→ **YOUR OBJECTIVE**: Would you return every entry, exactly as it is written?

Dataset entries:
=== Section Start ===

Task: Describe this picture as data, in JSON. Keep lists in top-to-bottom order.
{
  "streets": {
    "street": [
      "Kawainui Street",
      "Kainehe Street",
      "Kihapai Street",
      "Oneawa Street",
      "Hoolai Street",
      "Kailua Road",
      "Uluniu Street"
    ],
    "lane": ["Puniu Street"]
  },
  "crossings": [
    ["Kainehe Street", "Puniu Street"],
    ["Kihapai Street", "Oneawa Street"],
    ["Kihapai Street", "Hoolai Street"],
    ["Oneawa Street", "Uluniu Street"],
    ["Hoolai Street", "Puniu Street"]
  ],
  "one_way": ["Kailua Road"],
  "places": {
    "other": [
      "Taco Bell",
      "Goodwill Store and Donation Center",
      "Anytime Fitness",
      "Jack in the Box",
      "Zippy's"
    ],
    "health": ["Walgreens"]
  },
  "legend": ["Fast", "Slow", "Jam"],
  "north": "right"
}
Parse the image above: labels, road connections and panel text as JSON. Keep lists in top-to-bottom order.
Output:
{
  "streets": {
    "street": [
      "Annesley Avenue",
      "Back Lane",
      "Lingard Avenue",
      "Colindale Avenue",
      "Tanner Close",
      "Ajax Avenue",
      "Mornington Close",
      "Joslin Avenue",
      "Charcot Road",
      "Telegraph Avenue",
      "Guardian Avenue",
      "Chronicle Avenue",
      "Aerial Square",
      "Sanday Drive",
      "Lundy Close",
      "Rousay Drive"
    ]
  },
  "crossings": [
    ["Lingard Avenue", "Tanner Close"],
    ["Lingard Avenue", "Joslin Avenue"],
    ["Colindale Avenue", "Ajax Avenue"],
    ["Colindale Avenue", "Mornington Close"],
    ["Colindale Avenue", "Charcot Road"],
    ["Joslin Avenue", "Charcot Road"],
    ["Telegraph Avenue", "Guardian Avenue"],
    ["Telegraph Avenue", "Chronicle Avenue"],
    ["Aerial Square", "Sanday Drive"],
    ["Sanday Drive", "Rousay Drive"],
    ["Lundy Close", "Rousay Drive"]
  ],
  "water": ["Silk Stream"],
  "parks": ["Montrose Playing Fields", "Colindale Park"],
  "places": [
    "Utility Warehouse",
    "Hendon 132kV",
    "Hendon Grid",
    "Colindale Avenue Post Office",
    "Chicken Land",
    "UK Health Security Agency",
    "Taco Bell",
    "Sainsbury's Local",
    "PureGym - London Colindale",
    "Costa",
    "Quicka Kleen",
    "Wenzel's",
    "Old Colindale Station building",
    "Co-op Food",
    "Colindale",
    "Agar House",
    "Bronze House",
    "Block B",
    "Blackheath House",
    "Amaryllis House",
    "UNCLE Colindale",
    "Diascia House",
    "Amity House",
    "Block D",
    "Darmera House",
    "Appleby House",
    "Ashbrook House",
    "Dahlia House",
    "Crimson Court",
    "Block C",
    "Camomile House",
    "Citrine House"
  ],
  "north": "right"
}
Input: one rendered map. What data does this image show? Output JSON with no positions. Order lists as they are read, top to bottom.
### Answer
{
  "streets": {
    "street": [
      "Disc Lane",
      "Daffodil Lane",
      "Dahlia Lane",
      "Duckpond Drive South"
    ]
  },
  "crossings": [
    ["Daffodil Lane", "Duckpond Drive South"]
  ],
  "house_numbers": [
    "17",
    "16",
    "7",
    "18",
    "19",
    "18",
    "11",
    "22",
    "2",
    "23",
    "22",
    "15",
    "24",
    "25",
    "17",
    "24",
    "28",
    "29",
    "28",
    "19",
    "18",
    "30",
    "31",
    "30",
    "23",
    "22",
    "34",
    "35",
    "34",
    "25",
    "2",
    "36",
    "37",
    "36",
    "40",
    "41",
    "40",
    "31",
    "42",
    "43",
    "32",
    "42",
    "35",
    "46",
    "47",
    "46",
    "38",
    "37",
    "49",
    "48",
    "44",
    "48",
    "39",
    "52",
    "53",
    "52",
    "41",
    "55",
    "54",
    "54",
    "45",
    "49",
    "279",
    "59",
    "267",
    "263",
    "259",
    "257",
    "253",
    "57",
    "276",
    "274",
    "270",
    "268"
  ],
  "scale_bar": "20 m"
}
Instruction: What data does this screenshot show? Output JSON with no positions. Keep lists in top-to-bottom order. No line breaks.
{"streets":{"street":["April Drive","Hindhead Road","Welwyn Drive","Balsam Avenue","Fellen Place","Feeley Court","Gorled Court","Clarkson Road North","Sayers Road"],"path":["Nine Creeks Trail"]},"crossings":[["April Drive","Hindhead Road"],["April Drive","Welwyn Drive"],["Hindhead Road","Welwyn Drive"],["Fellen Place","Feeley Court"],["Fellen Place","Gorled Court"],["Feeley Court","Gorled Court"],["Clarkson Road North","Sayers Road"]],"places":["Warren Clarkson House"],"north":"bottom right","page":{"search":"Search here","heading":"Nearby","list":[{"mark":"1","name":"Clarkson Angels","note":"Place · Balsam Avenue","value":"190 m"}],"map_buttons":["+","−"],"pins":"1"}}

=== Section End ===

→ **REPLY TO THE EXERCISE**:
Task: Describe this picture as data, in JSON. Keep lists in top-to-bottom order.
{
  "streets": {
    "street": [
      "Kawainui Street",
      "Kainehe Street",
      "Kihapai Street",
      "Oneawa Street",
      "Hoolai Street",
      "Kailua Road",
      "Uluniu Street"
    ],
    "lane": ["Puniu Street"]
  },
  "crossings": [
    ["Kainehe Street", "Puniu Street"],
    ["Kihapai Street", "Oneawa Street"],
    ["Kihapai Street", "Hoolai Street"],
    ["Oneawa Street", "Uluniu Street"],
    ["Hoolai Street", "Puniu Street"]
  ],
  "one_way": ["Kailua Road"],
  "places": {
    "other": [
      "Taco Bell",
      "Goodwill Store and Donation Center",
      "Anytime Fitness",
      "Jack in the Box",
      "Zippy's"
    ],
    "health": ["Walgreens"]
  },
  "legend": ["Fast", "Slow", "Jam"],
  "north": "right"
}
Parse the image above: labels, road connections and panel text as JSON. Keep lists in top-to-bottom order.
Output:
{
  "streets": {
    "street": [
      "Annesley Avenue",
      "Back Lane",
      "Lingard Avenue",
      "Colindale Avenue",
      "Tanner Close",
      "Ajax Avenue",
      "Mornington Close",
      "Joslin Avenue",
      "Charcot Road",
      "Telegraph Avenue",
      "Guardian Avenue",
      "Chronicle Avenue",
      "Aerial Square",
      "Sanday Drive",
      "Lundy Close",
      "Rousay Drive"
    ]
  },
  "crossings": [
    ["Lingard Avenue", "Tanner Close"],
    ["Lingard Avenue", "Joslin Avenue"],
    ["Colindale Avenue", "Ajax Avenue"],
    ["Colindale Avenue", "Mornington Close"],
    ["Colindale Avenue", "Charcot Road"],
    ["Joslin Avenue", "Charcot Road"],
    ["Telegraph Avenue", "Guardian Avenue"],
    ["Telegraph Avenue", "Chronicle Avenue"],
    ["Aerial Square", "Sanday Drive"],
    ["Sanday Drive", "Rousay Drive"],
    ["Lundy Close", "Rousay Drive"]
  ],
  "water": ["Silk Stream"],
  "parks": ["Montrose Playing Fields", "Colindale Park"],
  "places": [
    "Utility Warehouse",
    "Hendon 132kV",
    "Hendon Grid",
    "Colindale Avenue Post Office",
    "Chicken Land",
    "UK Health Security Agency",
    "Taco Bell",
    "Sainsbury's Local",
    "PureGym - London Colindale",
    "Costa",
    "Quicka Kleen",
    "Wenzel's",
    "Old Colindale Station building",
    "Co-op Food",
    "Colindale",
    "Agar House",
    "Bronze House",
    "Block B",
    "Blackheath House",
    "Amaryllis House",
    "UNCLE Colindale",
    "Diascia House",
    "Amity House",
    "Block D",
    "Darmera House",
    "Appleby House",
    "Ashbrook House",
    "Dahlia House",
    "Crimson Court",
    "Block C",
    "Camomile House",
    "Citrine House"
  ],
  "north": "right"
}
Input: one rendered map. What data does this image show? Output JSON with no positions. Order lists as they are read, top to bottom.
### Answer
{
  "streets": {
    "street": [
      "Disc Lane",
      "Daffodil Lane",
      "Dahlia Lane",
      "Duckpond Drive South"
    ]
  },
  "crossings": [
    ["Daffodil Lane", "Duckpond Drive South"]
  ],
  "house_numbers": [
    "17",
    "16",
    "7",
    "18",
    "19",
    "18",
    "11",
    "22",
    "2",
    "23",
    "22",
    "15",
    "24",
    "25",
    "17",
    "24",
    "28",
    "29",
    "28",
    "19",
    "18",
    "30",
    "31",
    "30",
    "23",
    "22",
    "34",
    "35",
    "34",
    "25",
    "2",
    "36",
    "37",
    "36",
    "40",
    "41",
    "40",
    "31",
    "42",
    "43",
    "32",
    "42",
    "35",
    "46",
    "47",
    "46",
    "38",
    "37",
    "49",
    "48",
    "44",
    "48",
    "39",
    "52",
    "53",
    "52",
    "41",
    "55",
    "54",
    "54",
    "45",
    "49",
    "279",
    "59",
    "267",
    "263",
    "259",
    "257",
    "253",
    "57",
    "276",
    "274",
    "270",
    "268"
  ],
  "scale_bar": "20 m"
}
Instruction: What data does this screenshot show? Output JSON with no positions. Keep lists in top-to-bottom order. No line breaks.
{"streets":{"street":["April Drive","Hindhead Road","Welwyn Drive","Balsam Avenue","Fellen Place","Feeley Court","Gorled Court","Clarkson Road North","Sayers Road"],"path":["Nine Creeks Trail"]},"crossings":[["April Drive","Hindhead Road"],["April Drive","Welwyn Drive"],["Hindhead Road","Welwyn Drive"],["Fellen Place","Feeley Court"],["Fellen Place","Gorled Court"],["Feeley Court","Gorled Court"],["Clarkson Road North","Sayers Road"]],"places":["Warren Clarkson House"],"north":"bottom right","page":{"search":"Search here","heading":"Nearby","list":[{"mark":"1","name":"Clarkson Angels","note":"Place · Balsam Avenue","value":"190 m"}],"map_buttons":["+","−"],"pins":"1"}}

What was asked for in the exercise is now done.